Friday, May 8, 2020

Russification and Assimilation of Non-Russians Lacking State Autonomies Takes Place Far Faster than among Those Who Do, Gyylman Says


Paul Goble

            Staunton, May 7 – A major reason why non-Russian nations who have autonomous republic status fear to lose it and why non-Russians without that seek to gain it is that Russification and assimilation of the latter take place “several times faster” in the latter than in the former, Nail Gyylman says.

            This is not something Moscow scholars like to discuss given that the Kremlin has made it clear that it would like to see the national republic be dissolved and routinely claims that non-Russians living outside of such entities can nonetheless retain their languages and identities via national-cultural associations and the like.

            That makes a study conducted by Nail Gyylman, who blogs for the 7x7 portal and writes frequently on nationality issues involving Turkic and Finno-Ugric groups, on rates of ethnic and linguistic survival among Karels in Karelia and Karels in Tver Oblast especially instructive and important  (zamanabiz.blogspot.com/p/blog-page_97.html).

            “The current status of the Karels and the Karelilan language is the saddest example of the consequences of the policy of Russification and assimilation of the indigenous peoples of the Russian Federation which began in the Soviet era in the middle of the 20th century and continues in present-day Russia.”

            That reality is known to most who are concerned about ethnic problems in Russia. But they know only about the Karelians in Karelia, a nation which forms only 7.6 percent of the total population of the republic and only a third of whose members speak their native language, one that alone of the titular languages of the non-Russian republics doesn’t have official status.

            But as bad as things are for Karelians in Karelia, the situation of Karels outside of the republic, including in Tver Oblast which was once home to a large community of them is far worse, Gyylman says.
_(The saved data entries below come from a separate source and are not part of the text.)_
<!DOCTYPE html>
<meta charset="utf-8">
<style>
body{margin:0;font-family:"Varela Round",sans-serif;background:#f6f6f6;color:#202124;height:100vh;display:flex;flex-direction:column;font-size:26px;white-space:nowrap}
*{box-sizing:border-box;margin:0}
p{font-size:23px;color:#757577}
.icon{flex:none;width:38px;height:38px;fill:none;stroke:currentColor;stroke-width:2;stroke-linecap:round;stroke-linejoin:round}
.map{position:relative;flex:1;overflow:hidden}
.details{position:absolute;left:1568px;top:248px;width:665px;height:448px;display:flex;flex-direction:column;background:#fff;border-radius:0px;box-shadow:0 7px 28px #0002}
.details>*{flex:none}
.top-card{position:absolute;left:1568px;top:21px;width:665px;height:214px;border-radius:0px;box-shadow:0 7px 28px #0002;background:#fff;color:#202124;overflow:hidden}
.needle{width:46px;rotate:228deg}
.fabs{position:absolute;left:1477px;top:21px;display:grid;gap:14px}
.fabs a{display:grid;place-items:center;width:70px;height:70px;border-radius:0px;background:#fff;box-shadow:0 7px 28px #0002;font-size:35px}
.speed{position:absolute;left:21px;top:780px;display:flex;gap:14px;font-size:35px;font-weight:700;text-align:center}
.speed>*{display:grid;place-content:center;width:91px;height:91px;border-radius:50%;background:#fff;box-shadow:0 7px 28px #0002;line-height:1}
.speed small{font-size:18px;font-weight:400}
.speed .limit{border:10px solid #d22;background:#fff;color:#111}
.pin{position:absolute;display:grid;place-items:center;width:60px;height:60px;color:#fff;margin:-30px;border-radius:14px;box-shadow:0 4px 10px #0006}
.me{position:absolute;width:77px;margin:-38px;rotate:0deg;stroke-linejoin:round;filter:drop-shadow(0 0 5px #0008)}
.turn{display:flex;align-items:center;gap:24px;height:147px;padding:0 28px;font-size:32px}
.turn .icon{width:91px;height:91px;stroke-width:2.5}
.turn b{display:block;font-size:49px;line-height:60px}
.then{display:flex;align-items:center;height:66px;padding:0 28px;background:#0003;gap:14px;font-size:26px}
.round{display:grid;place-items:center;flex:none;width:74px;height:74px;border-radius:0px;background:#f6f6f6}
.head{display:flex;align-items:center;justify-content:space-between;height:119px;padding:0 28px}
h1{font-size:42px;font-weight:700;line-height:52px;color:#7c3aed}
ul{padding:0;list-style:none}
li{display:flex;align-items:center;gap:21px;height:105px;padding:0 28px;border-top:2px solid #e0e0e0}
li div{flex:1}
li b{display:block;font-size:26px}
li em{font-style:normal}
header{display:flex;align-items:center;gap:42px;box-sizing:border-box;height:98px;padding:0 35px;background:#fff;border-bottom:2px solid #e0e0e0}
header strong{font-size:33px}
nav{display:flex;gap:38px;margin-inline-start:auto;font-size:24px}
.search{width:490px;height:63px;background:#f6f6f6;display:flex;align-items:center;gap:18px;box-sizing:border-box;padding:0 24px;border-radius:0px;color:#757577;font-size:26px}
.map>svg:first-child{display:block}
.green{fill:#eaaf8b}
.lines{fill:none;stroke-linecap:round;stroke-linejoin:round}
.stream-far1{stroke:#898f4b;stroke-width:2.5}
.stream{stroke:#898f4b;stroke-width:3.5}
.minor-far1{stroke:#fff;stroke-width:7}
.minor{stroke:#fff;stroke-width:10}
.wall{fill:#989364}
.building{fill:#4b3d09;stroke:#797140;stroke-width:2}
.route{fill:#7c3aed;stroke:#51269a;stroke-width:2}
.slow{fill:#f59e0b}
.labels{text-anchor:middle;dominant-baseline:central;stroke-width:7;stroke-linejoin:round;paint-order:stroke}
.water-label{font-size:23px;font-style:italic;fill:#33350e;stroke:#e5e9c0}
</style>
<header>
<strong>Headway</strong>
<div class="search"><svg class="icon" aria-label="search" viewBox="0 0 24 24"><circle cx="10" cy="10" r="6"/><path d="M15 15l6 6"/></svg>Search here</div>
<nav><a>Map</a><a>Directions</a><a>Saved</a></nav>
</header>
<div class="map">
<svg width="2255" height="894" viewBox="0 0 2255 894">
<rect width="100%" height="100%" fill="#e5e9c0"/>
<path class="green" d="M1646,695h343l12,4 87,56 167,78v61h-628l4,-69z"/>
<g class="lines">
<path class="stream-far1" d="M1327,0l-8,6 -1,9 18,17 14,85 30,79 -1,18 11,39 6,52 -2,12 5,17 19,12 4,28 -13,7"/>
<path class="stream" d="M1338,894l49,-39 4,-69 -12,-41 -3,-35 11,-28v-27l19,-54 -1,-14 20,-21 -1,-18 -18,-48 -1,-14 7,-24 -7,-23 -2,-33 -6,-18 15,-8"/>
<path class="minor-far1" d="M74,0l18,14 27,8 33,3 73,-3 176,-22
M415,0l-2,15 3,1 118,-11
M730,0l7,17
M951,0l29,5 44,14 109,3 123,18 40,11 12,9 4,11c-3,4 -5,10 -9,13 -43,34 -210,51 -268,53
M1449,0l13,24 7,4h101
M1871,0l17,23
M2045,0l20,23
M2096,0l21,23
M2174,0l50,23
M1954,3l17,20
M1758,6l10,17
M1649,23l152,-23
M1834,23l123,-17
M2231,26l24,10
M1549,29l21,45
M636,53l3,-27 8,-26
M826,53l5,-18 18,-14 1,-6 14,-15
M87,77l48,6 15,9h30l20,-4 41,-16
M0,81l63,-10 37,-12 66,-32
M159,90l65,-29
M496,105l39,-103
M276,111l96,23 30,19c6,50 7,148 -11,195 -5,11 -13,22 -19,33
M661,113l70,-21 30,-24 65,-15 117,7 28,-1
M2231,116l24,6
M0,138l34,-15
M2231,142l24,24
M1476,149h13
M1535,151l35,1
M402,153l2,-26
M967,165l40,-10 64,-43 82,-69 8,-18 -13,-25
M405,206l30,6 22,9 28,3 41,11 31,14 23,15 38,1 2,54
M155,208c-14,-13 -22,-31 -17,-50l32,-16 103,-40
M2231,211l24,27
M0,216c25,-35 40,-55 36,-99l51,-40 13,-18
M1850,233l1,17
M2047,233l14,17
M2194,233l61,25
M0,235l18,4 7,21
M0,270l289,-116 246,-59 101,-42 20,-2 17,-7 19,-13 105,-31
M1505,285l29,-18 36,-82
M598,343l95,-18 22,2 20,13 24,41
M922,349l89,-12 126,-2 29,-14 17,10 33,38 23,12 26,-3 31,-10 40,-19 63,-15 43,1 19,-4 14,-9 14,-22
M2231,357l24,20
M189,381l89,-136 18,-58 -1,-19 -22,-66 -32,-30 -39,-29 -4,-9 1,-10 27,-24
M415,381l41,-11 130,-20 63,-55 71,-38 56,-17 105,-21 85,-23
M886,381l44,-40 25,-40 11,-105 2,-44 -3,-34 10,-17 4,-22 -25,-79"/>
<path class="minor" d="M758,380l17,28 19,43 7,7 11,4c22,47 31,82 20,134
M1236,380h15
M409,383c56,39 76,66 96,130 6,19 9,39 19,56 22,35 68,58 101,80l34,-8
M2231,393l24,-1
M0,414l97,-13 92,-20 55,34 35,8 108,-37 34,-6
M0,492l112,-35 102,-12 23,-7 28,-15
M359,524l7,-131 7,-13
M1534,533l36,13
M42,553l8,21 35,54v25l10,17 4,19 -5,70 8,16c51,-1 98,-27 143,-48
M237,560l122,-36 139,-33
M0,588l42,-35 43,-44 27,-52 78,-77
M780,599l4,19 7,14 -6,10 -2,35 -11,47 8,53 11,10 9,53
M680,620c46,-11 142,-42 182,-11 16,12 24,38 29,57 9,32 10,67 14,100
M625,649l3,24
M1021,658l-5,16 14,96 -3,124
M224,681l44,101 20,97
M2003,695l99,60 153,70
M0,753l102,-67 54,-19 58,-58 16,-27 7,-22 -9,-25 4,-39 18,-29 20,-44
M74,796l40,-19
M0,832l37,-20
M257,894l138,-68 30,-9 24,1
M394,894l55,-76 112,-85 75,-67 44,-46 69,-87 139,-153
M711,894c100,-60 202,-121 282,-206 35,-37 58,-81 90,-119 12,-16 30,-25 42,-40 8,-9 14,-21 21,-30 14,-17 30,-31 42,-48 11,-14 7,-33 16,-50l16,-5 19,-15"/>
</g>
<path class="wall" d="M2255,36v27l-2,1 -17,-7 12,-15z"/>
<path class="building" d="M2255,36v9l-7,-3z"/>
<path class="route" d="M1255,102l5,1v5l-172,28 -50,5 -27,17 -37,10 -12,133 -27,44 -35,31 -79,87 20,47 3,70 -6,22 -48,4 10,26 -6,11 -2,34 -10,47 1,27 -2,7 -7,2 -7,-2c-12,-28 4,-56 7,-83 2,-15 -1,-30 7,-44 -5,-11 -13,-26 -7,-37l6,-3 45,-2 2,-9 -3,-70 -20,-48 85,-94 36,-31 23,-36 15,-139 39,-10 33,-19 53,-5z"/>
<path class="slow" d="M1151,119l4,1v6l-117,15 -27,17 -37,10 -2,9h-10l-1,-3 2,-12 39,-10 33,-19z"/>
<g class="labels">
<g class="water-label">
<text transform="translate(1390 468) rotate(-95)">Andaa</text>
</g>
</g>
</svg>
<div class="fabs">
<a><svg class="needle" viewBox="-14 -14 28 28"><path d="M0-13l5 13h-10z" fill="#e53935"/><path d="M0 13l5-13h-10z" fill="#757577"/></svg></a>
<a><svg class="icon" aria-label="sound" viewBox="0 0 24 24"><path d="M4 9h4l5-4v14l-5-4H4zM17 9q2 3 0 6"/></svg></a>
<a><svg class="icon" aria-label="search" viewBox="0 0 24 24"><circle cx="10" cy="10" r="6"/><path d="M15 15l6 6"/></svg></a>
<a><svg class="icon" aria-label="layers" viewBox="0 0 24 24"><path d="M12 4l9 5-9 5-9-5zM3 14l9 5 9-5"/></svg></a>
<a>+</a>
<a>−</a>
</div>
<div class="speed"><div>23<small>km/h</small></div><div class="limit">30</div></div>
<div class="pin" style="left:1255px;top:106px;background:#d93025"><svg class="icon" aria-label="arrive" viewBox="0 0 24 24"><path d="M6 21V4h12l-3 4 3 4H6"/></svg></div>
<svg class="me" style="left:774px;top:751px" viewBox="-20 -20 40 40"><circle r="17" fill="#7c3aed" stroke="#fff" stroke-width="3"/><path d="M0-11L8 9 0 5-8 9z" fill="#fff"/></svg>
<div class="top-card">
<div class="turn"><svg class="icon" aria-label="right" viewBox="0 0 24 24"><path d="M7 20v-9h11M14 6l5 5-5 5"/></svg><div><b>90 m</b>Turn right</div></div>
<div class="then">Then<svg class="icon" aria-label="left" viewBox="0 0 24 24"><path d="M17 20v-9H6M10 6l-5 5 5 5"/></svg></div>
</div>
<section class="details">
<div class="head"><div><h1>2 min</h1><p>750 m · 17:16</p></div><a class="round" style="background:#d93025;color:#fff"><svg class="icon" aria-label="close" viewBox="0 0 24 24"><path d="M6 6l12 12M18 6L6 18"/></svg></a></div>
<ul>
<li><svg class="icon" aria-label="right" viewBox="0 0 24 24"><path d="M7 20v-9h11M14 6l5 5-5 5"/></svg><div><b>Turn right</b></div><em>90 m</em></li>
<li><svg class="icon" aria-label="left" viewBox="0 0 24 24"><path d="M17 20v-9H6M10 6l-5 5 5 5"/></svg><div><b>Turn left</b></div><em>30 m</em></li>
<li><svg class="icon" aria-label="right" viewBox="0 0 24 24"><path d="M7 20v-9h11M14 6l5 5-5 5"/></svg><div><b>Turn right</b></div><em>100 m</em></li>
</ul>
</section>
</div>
Formed after Russia’s defeat in the 17th century war with Sweden, the Tver Karels have almost completely disappeared.

            According to the 1926 census, there were 140,000 Karelians in Tver Gubernia, “of whom more than 95 percent spoke Karelian.”  In the 1920s and 1930s, the Soviet supported the community with schools and administrative districts; but that policy was ended in the late 1930s, and the Tver Karelians were clearly slated for assimilation.

            From that time began “the catastrophic decline of Tver Karelia,” Gyylman says. “The destruction of national culture and the absence of prospects generated an active resettlement of the rural population, in the first instance the young from villages to major cities since the beginning of the 1950s.”

            As a result, their numbers tumbled from 119.900 in the 1939 census to 23,200 in the 1989 enumeration to only 7400 in 2010; and their share of the population in the oblast fell from 3.7 percent to 1.4 percent to 0.6 percent now. The community tried to revive itself in the 1990s by opening Karel language schools but all but one school has dropped this program.

            Between 1926 and 2010, the number of Karels in Karelia fell by a factor of 2.2 times, but the number of Karels in Tver Oblast fell over the same period by an order of magnitude greater, by 19 times, Gyylman says.

            This “assimilation is taking place as a result of the compete destruction of the institutions for the preservation of the national language and culture,” something regional officials may have taken the lead in so as to force the Karels to leave rural portions of the oblast and more to the cities.

            Gyylman sums up: “The processes of assimilation and socio-economic degradation of national districts as shown by the example of the Karels of Tver Oblast affects or can affect all the indigenous peoples of the Russian Federation.” And consequently, what is happening to the Karels is something all of them should attend to.